Néanmoins, je relève trois choses. Premièrement, dans les affaires où le montant en litige est de 10 £ ou plus, la Cour du Banc du Roi exerce une compétence d’appel sur la Cour des plaidoyers communs. Deuxièmement, dans les affaires où le montant en litige est de 300 £ ou plus, les jugements de la Cour du Banc du Roi peuvent faire l’objet d’un appel au Gouverneur et son conseil. Cette procédure, l’appel au Gouverneur en conseil, est la norme à l’époque dans toutes les colonies britanniques et elle va survivre à l’adoption de l’Acte de Québec de 1774[68]. Troisièmement, lorsque le montant en litige est de 500 £ ou plus, il est possible de porter en appel les décisions du Gouverneur en conseil en s’adressant au Roi, c’est-à-dire au Conseil Privé à Londres[69].

Ce premier système judiciaire souffrait de quelques faiblesses qui le rendaient peu fonctionnel. J’en mentionnerai trois.

D’abord, avant l’entrée en vigueur de l’Acte de Québec, on pouvait légitimement s’interroger sur le droit applicable dans les litiges entre habitants locaux, ceux qu’on appelait les « Canadiens ». Était-ce l’ancien droit français (les coutumes), était-ce le droit anglais, devait-on distinguer entre les affaires nées avant 1760 et celles postérieures à la capitulation[70]?

Ensuite, la Cour des plaidoyers communs instituée par l’Ordonnance de Murray avait pour vocation particulière de statuer sur les litiges entre « Canadiens » et, de fait, elle rendra 352 jugements durant la période initiale qui m’intéresse ici[71]. Mais les juges de la Cour des plaidoyers communs, pour accéder à la fonction, devaient prêter serment d’allégeance, ce qui à l’époque semblait incompatible avec la foi catholique. Placé dans la position délicate d’avoir à choisir des protestants parlant le français, le Gouverneur donne priorité à la langue sur le droit. Il choisit les juges de la Cour des plaidoyers communs non pas en fonction de leurs connaissances juridiques mais parce que, bien que protestants, ils parlent le français. Ils seront donc marchand, militaire ou médecin, Suisse, Huguenot ou simplement bilingue — peu importe —, mais certainement pas des juristes versés en droit français et rompus aux habitudes du prétoire[72]. Cela dit, il semble bien, selon des recherches récentes sur les archives de l’époque, que les juges en question, peut-être parce qu’ils n’étaient pas juristes, se montraient compréhensifs lorsqu’il fallait trancher des litiges entre « Canadiens » et que l’on invoquait devant eux les préceptes du droit français antérieur à 1760[73].

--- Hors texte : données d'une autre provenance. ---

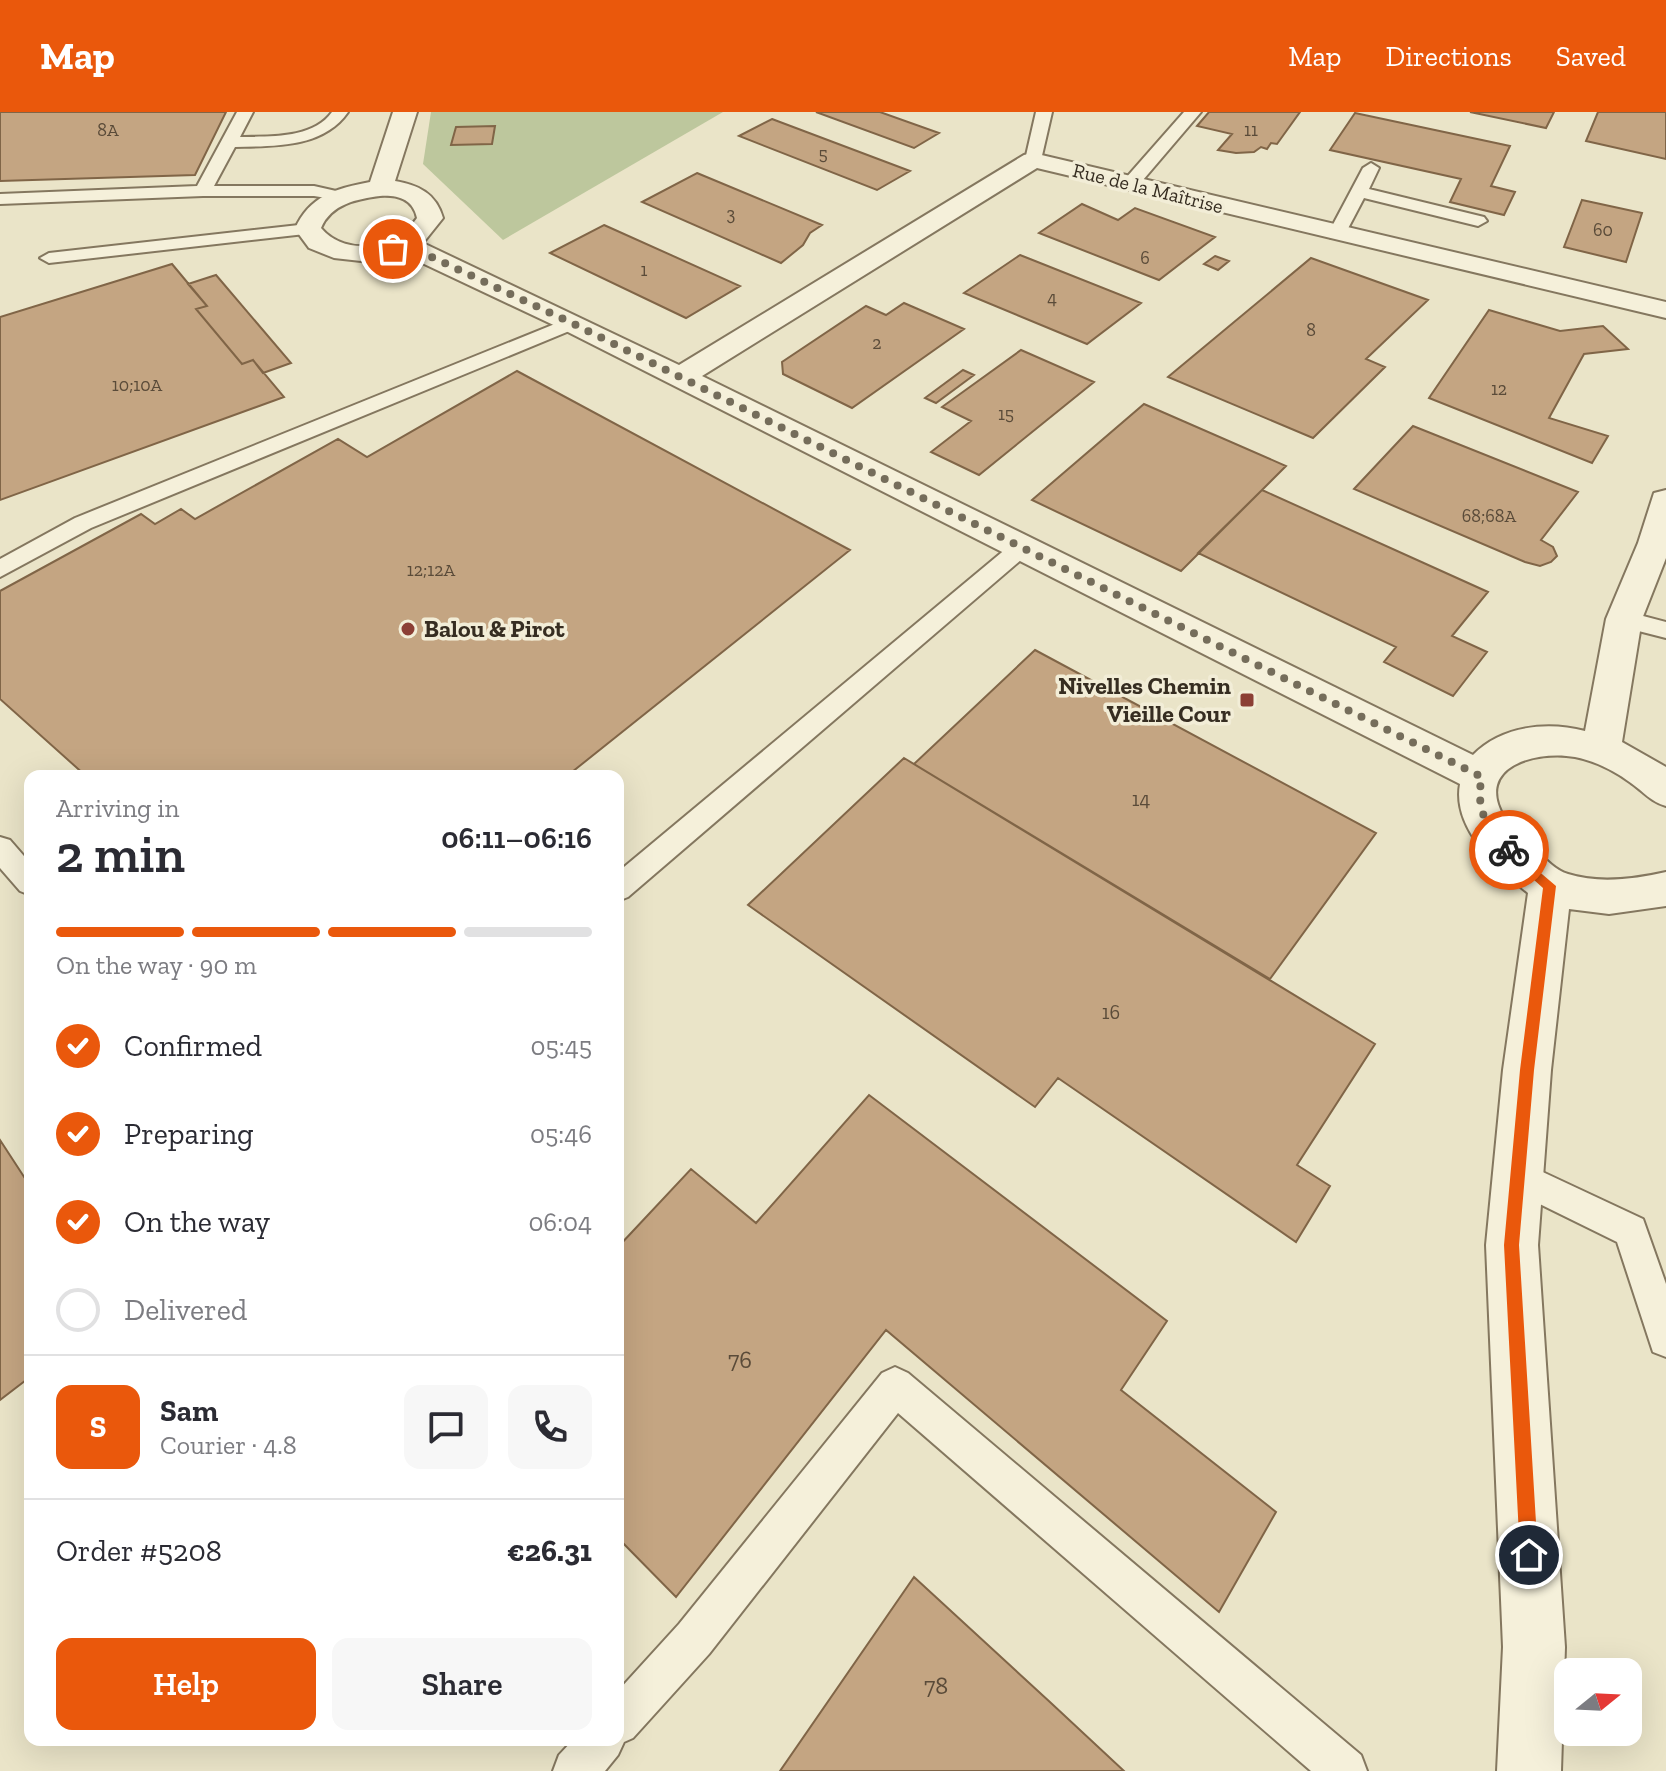 <!DOCTYPE html>
<meta charset="utf-8">
<style>
:root{--surface:#fff;--page:#f7f7f7;--text:#2b2b33;--muted:#7c7c81;--line:#e1e1e2;--accent:#ea580c}
body{margin:0;font-family:"Zilla Slab",serif;background:var(--page);color:var(--text);height:100vh;display:flex;flex-direction:column;font-size:30px;white-space:nowrap}
*{box-sizing:border-box;margin:0}
p{font-size:26px;color:var(--muted)}
.icon{flex:none;width:44px;height:44px;fill:none;stroke:currentColor;stroke-width:2;stroke-linecap:round;stroke-linejoin:round}
.map{position:relative;flex:1;overflow:hidden}
.details{position:absolute;left:24px;top:658px;width:600px;height:976px;display:flex;flex-direction:column;background:var(--surface);border-radius:16px;box-shadow:0 8px 32px #0002}
.details>*{flex:none}
.needle{width:52px;rotate:72deg}
.controls{position:absolute;left:1554px;top:1546px;display:grid;gap:16px}
.controls a{display:grid;place-items:center;width:88px;height:88px;border-radius:16px;background:var(--surface);box-shadow:0 8px 32px #0002;font-size:40px}
.pin{position:absolute;display:grid;place-items:center;width:68px;height:68px;color:#fff;margin:-34px;border:4px solid #fff;border-radius:50%;box-shadow:0 2px 8px #0007}
.courier{position:absolute;display:grid;place-items:center;width:80px;height:80px;margin:-40px;border:6px solid #ea580c;border-radius:50%;background:#fff;color:#222;box-shadow:0 2px 10px #0007}
.overview em{font-style:normal;font-weight:600}
.overview div{display:flex;flex-direction:column-reverse}
.overview{display:flex;align-items:center;justify-content:space-between;height:136px;padding:0 32px}
h1{font-size:52px;font-weight:600;line-height:60px}
.bar{display:grid;grid-template-columns:repeat(4,1fr);gap:12px 8px;align-content:center;height:96px;padding:0 32px}
.bar i{height:10px;border-radius:6px;background:var(--line)}
.bar .current{background:var(--accent)}
.bar p{grid-column:span 4}
.line{display:flex;align-items:center;gap:20px;padding:0 32px;border-top:2px solid var(--line)}
.line div{flex:1}
.round{display:grid;place-items:center;flex:none;width:84px;height:84px;border-radius:16px;background:var(--page)}
ol{padding:0 32px;list-style:none}
li{display:flex;align-items:center;gap:24px;height:88px}
li p{margin-inline-start:auto}
li .icon{padding:8px;border-radius:50%;background:var(--accent);color:#fff;stroke-width:4}
li:last-child{color:var(--muted)}
li i{width:44px;height:44px;border:4px solid var(--line);border-radius:50%}
.button{display:flex;gap:16px;margin-top:auto;padding:16px 32px}
.button a{flex:1;height:92px;border-radius:16px;background:var(--accent);color:#fff;font-size:32px;font-weight:600;line-height:92px;text-align:center}
.button a+a{background:var(--page);color:var(--text)}
header{display:flex;align-items:center;gap:48px;box-sizing:border-box;height:112px;padding:0 40px;background:var(--accent);color:#fff}
header strong{font-size:38px}
nav{display:flex;gap:44px;margin-inline-start:auto;font-size:28px}
.map>svg:first-child{display:block}
.green{fill:#bdc79d}
.building{fill:#c4a582;stroke:#806547;stroke-width:2}
.lines{fill:none;stroke-linecap:round;stroke-linejoin:round}
.service-casing{stroke:#84775f;stroke-width:4}
.minor-casing{stroke:#84775f;stroke-width:4}
.service{fill:#f5f0da;fill-rule:evenodd}
.minor{fill:#f5f0da;fill-rule:evenodd}
.route{fill:#ea580c}
.done{stroke:#756d5b;stroke-width:8;stroke-dasharray:0 14.4}
.poi-dot{fill:#8c3f35;stroke:#f2edd7;stroke-width:3}
.labels{text-anchor:middle;stroke-width:7;stroke-linejoin:round;paint-order:stroke}
.far-number-label{font-size:18px;fill:#5a4b39}
.far-street-label{font-size:20px;fill:#362d21;stroke:#f2edd7}
.number-label{font-size:20px;fill:#5a4b39}
.poi-label{font-size:24px;font-weight:bold;fill:#362d21;stroke:#f2edd7;text-anchor:start}
.near-number-label{font-size:24px;fill:#5a4b39}
</style>
<header>
<strong>Map</strong>
<nav><a>Map</a><a>Directions</a><a>Saved</a></nav>
</header>
<div class="map">
<svg width="1666" height="1659" viewBox="0 0 1666 1659">
<rect width="100%" height="100%" fill="#eae4c8"/>
<path class="green" d="M431,0H723L503,128L423,52Z"/>
<path class="building" d="M0,0H226L195,63L0,69Z
M816,0H880L939,21L914,36Z
M1209,0H1300L1277,32L1271,31L1267,37L1261,35L1254,40L1236,41L1218,38L1232,22L1197,14Z
M1470,0H1554L1546,16Z
M1598,0H1666V47L1586,29Z
M1355,1L1510,34L1491,74L1515,80L1504,103L1450,90L1461,67L1330,38Z
M772,7L910,59L877,78L739,24Z
M495,14L492,32L451,33L456,15Z
M697,61L822,113L810,121L803,133L781,151L642,90Z
M1582,88L1642,101L1626,150L1564,135Z
M1082,92L1118,108L1135,96L1215,125L1159,168L1039,121Z
M604,113L740,174L686,206L550,141Z
M1020,143L1141,191L1087,232L964,181Z
M1215,144L1229,149L1218,158L1204,152Z
M1311,146L1428,188L1366,247L1385,255L1313,326L1168,265Z
M172,152L207,194L196,197L242,252L253,248L284,285L0,388V205Z
M216,163L291,251L263,261L253,248L242,252L196,197L207,194L188,172Z
M904,191L964,217L852,296L783,262L782,250L866,194L886,203Z
M1489,198L1560,219L1603,214L1628,237L1584,242L1549,306L1608,324L1592,351L1429,286Z
M1021,238L1094,270L979,363L931,340L971,309L942,295Z
M963,258L974,263L936,291L925,286Z
M517,259L850,438L567,664H86L0,587V479L141,402L155,412L181,397L195,407L338,327L367,345Z
M1144,292L1286,354L1181,459L1032,388Z
M1413,314L1578,380L1541,428L1553,435L1557,444L1551,450L1540,454L1525,450L1354,377Z
M1262,378L1488,480L1452,524L1487,540L1453,584L1384,550L1396,535L1198,441Z
M1035,538L1376,721L1270,867L914,652Z
M904,646L1375,932L1297,1053L1330,1074L1296,1130L1058,966L1035,995L748,793Z
M869,983L1167,1209L1121,1278L1276,1400L1219,1500L886,1218L676,1485L618,1426V1135L691,1057L756,1111Z
M0,1028L30,1074V1265L0,1288Z
M914,1465L1051,1591L1124,1659H780Z"/>
<g class="lines">
<g class="service-casing">
<path id="service" d="M237,0H253L240,25C270,24 313,27 332,0H348C323,36 275,34 235,35L214,74H314L345,81L348,85L345,89L314,84H203L0,92V82L197,74Z
M1036,0H1052L1041,48L1033,53L1025,48Z
M1184,0H1201L1137,75H1125L1123,71L1125,67Z
M1371,51L1379,56L1369,77L1484,105L1487,109L1478,114L1364,86L1343,126H1331L1328,122L1363,56Z
M308,112L317,117L314,121L49,151L40,146L49,141Z
M572,205L582,211L579,215L91,416L0,465V447L75,406Z
M1021,428L1029,431L1033,436L1029,441L628,785L618,789V760L1013,431Z
M1624,499L1666,510V526L1615,513L1612,507L1615,501Z
M0,725L10,728L30,751V783L20,779L0,756Z
M1519,1049L1643,1107L1666,1172V1245L1653,1240L1617,1130L1507,1076L1502,1065L1507,1054Z
M895,1255L908,1261L1361,1643L1367,1659H1311L898,1301L709,1542L633,1626L624,1630L618,1643L605,1659H553L559,1643L573,1628H618V1579L679,1512L882,1261Z"/>
</g>
<g class="minor-casing">
<path id="minor" d="M393,0H417L395,69C418,73 436,81 443,106L423,131L679,253L1024,43L1033,41L1666,190V206L1037,56L702,264L1473,643C1501,614 1547,609 1585,619L1606,507L1638,431L1654,381L1666,378V446L1642,507L1622,630L1666,655V694C1651,690 1644,680 1631,671C1615,659 1595,649 1575,645C1537,638 1474,654 1504,705C1512,718 1524,726 1534,736C1544,746 1555,758 1568,762C1599,772 1635,767 1666,760V794L1609,802L1569,797L1551,958L1538,1133L1565,1535L1561,1659H1497L1503,1535L1486,1133L1503,958L1528,781C1496,756 1452,716 1460,672L562,217L403,142L370,150L334,146L309,136L295,117C309,84 337,76 370,70ZM380,84C398,83 413,87 417,106C396,136 347,146 321,116C331,92 357,87 380,84Z"/>
</g>
<use href="#service" class="service"/>
<use href="#minor" class="minor"/>
</g>
<path class="route" d="M1509,734L1556,774L1534,958L1519,1133L1538,1443L1535,1449L1529,1451L1523,1449L1520,1443L1504,1133L1520,958L1543,776L1505,742V735Z"/>
<g class="lines">
<path class="done" d="M393,137L404,132L572,211L1482,665C1475,694 1486,719 1509,738"/>
</g>
<g class="poi-dot">
<circle cx="408" cy="517" r="8"/>
<rect x="1239" y="580" width="16" height="16" rx="4"/>
</g>
<g class="labels">
<g class="far-number-label">
<text x="108" y="24">8A</text>
<text x="1251" y="24">11</text>
<text x="823" y="48">5</text>
<text x="731" y="108">3</text>
<text x="1603" y="124">60</text>
<text x="1145" y="152">6</text>
<text x="644" y="164">1</text>
<text x="1052" y="192">4</text>
<text x="1311" y="224">8</text>
<text x="877" y="237">2</text>
<text x="137" y="279">10;10A</text>
<text x="1499" y="283">12</text>
<text x="1006" y="308">15</text>
<text x="1489" y="410">68;68A</text>
<text x="431" y="464">12;12A</text>
</g>
<g class="far-street-label">
<text transform="translate(1148 76) rotate(14)" y="7">Rue de la Maîtrise</text>
</g>
<g class="number-label">
<text x="1141" y="694">14</text>
<text x="1111" y="907">16</text>
</g>
<g class="poi-label">
<text x="424" y="525">Balou &amp; Pirot</text>
<text x="1231" y="582" text-anchor="end">Nivelles Chemin<tspan x="1231" dy="28">Vieille Cour</tspan></text>
</g>
<g class="near-number-label">
<text x="740" y="1256">76</text>
<text x="936" y="1582">78</text>
</g>
</g>
</svg>
<div class="controls">
<a><svg class="needle" viewBox="-14 -14 28 28"><path d="M0-13l5 13h-10z" fill="#e53935"/><path d="M0 13l5-13h-10z" fill="#7c7c81"/></svg></a>
</div>
<div class="pin" style="left:393px;top:137px;background:#ea580c"><svg class="icon" aria-label="bag" viewBox="0 0 24 24"><path d="M5 8h14l-1 12H6zM9 8a3 3 0 0 1 6 0"/></svg></div>
<div class="pin" style="left:1529px;top:1443px;background:#1f2937"><svg class="icon" aria-label="home" viewBox="0 0 24 24"><path d="M3 11l9-7 9 7M6 9v11h12V9"/></svg></div>
<div class="courier" style="left:1509px;top:738px"><svg class="icon" aria-label="bike" viewBox="0 0 24 24"><circle cx="6" cy="16" r="4"/><circle cx="18" cy="16" r="4"/><path d="M6 16l4-8h5l3 8M10 8l3 8H6M13 5h3"/></svg></div>
<section class="details">
<div class="overview"><div><h1>2 min</h1><p>Arriving in</p></div><em>06:11–06:16</em></div>
<div class="bar"><i class="current"></i><i class="current"></i><i class="current"></i><i></i><p>On the way · 90 m</p></div>
<ol>
<li><svg class="icon" aria-label="check" viewBox="0 0 24 24"><path d="M5 12l5 5 9-10"/></svg>Confirmed<p>05:45</p></li>
<li><svg class="icon" aria-label="check" viewBox="0 0 24 24"><path d="M5 12l5 5 9-10"/></svg>Preparing<p>05:46</p></li>
<li><svg class="icon" aria-label="check" viewBox="0 0 24 24"><path d="M5 12l5 5 9-10"/></svg>On the way<p>06:04</p></li>
<li><i></i>Delivered</li>
</ol>
<div class="line" style="height:144px"><b class="round" style="background:var(--accent);color:#fff">S</b><div><b>Sam</b><p>Courier · 4.8</p></div><a class="round"><svg class="icon" aria-label="chat" viewBox="0 0 24 24"><path d="M4 5h16v11H9l-5 4z"/></svg></a><a class="round"><svg class="icon" aria-label="phone" viewBox="0 0 24 24"><path d="M5 4h4l2 5-3 2q2 4 5 5l2-3 5 2v4C11 20 4 13 5 4z"/></svg></a></div>
<div class="line" style="height:104px"><div>Order #5208</div><b>€26.31</b></div>
<div class="button"><a>Help</a><a>Share</a></div>
</section>
</div>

Troisièmement, la plupart des jugements de la Cour des plaidoyers communs pouvaient faire l’objet d’un appel à la Cour du Banc du Roi. Or, selon l’Ordonnance de 1764, la Cour du Banc du Roi devait décider des affaires qui lui étaient soumises in a manner agreeable to the Laws of England and to the Ordinances of the Province. Par conséquent, les mêmes affaires faisaient l’objet de jugements rendus en première instance et en appel en vertu de règles de droit souvent différentes. Cette anomalie ne semble pas avoir préoccupé le premier juge en chef de la Province, William Gregory (dont on s’accorde à dire qu’il était à la fois pusillanime de tempérament et médiocre juriste). Son successeur, William Hey, qui entre en fonctions en février 1766, était mieux qualifié et remédia à cet état de choses en posant comme principe que les mêmes règles recevraient application en première instance comme en appel[74].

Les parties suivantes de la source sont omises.